There was a prevailing mood in the Government against deep shelters being built for the protection of large numbers of civilians. Their effectiveness from high explosive bombs was questioned, based on reports of their performance in the Spanish Civil War, and there were also concerns about costs. The Government’s preference for almost two decades had been for smaller, dispersed shelters, and so the large deep shelters that went ahead all had very specific causes, such as their being in areas with previously excavated mines and tunnels, or eminently suitable geological conditions, or even very determined local authorities who were willing to risk losing government grants to build the shelters they wanted.

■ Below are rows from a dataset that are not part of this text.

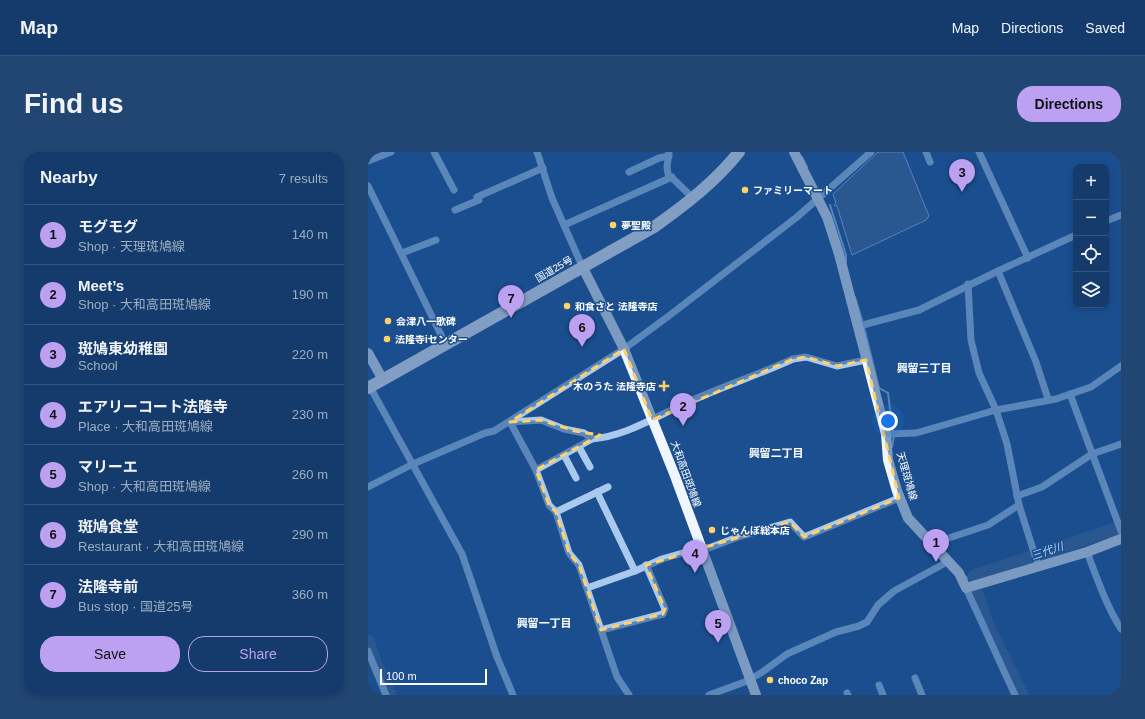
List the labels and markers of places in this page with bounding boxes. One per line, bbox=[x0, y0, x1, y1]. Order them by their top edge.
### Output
pin: 3 bbox=[949, 159, 975, 192]
marker: ファミリーマート bbox=[740, 185, 750, 195]
place label: ファミリーマート bbox=[753, 185, 833, 196]
marker: 夢聖殿 bbox=[608, 220, 618, 230]
place label: 夢聖殿 bbox=[621, 220, 651, 231]
pin: 7 bbox=[498, 285, 524, 318]
marker: 和食さと 法隆寺店 bbox=[562, 301, 572, 311]
place label: 和食さと 法隆寺店 bbox=[575, 301, 658, 312]
pin: 6 bbox=[569, 314, 595, 347]
marker: 会津八一歌碑 bbox=[383, 316, 393, 326]
place label: 会津八一歌碑 bbox=[396, 316, 456, 327]
marker: 法隆寺iセンター bbox=[382, 334, 392, 344]
place label: 法隆寺iセンター bbox=[395, 334, 468, 345]
place label: 木のうた 法隆寺店 bbox=[572, 381, 656, 392]
marker: 木のうた 法隆寺店 bbox=[659, 381, 669, 391]
pin: 2 bbox=[670, 393, 696, 426]
marker: じゃんぼ総本店 bbox=[707, 525, 717, 535]
place label: じゃんぼ総本店 bbox=[720, 525, 790, 536]
pin: 1 bbox=[923, 529, 949, 562]
pin: 4 bbox=[682, 540, 708, 573]
pin: 5 bbox=[705, 610, 731, 643]
marker: choco Zap bbox=[765, 675, 775, 685]
place label: choco Zap bbox=[778, 675, 828, 686]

However when the Blitz started in the autumn of 1940 policy changed and permission was granted for the two large civilian shelters under the sandstone hills of Bidston and Tranmere in the Wirral, across the Mersey from Liverpool. Grant funding was generous given the need to protect the skilled dock workers
Bidston’s shelter was in the side of the hill allowing access at grade into two main entrances, while at the uphill end a 25m ventilation shaft was sunk, doubling up as an emergency escape via a series of steep metal ladders. The tunnels in between these ends were cut out in a familiar gridiron layout, with four long perpendicular tunnels fed at both ends from the two main entrances, and eleven cross tunnels. Toilets, a canteen, and a first aid post were provided either in the cross tunnels or at tunnel intersection nodes. Within this 1596 bunks and 793 seats were provided for those lucky enough to have the requisite shelter permit.
Construction began in December 1941 and was largely completed within a year, having suffered from escalating costs, geological problems, an unskilled labour force, and also paradoxically trespassers and vandalism. The original intention was that the tunnels would be 2.1m wide and 2.0m high with an arched roof, probably similar to those at Tranmere, but the surviving tunnels are considerably larger than this. Records indicate that the considerable height came about following roof trimming required in the latter stages of the project due to the softness of the rock and problems with instability after exposure to the air.
The shelter, like many of the deep shelters reluctantly approved by the Government, came too late to provide mass protection during the periods of heaviest bombing. After the war it was used for customs and excise storage, fire brigade training, and was even considered for Cold War use but rejected due to extensive dry rot. The Borough Council visited in the 1950’s to see if they could find a use for it, but disapprovingly recorded it to be “damp, dark and featureless” and it has been sealed in recent times. Local groups in the last decade have looked at ways of reopening it as a tourist attraction, and hopefully one day will be successful.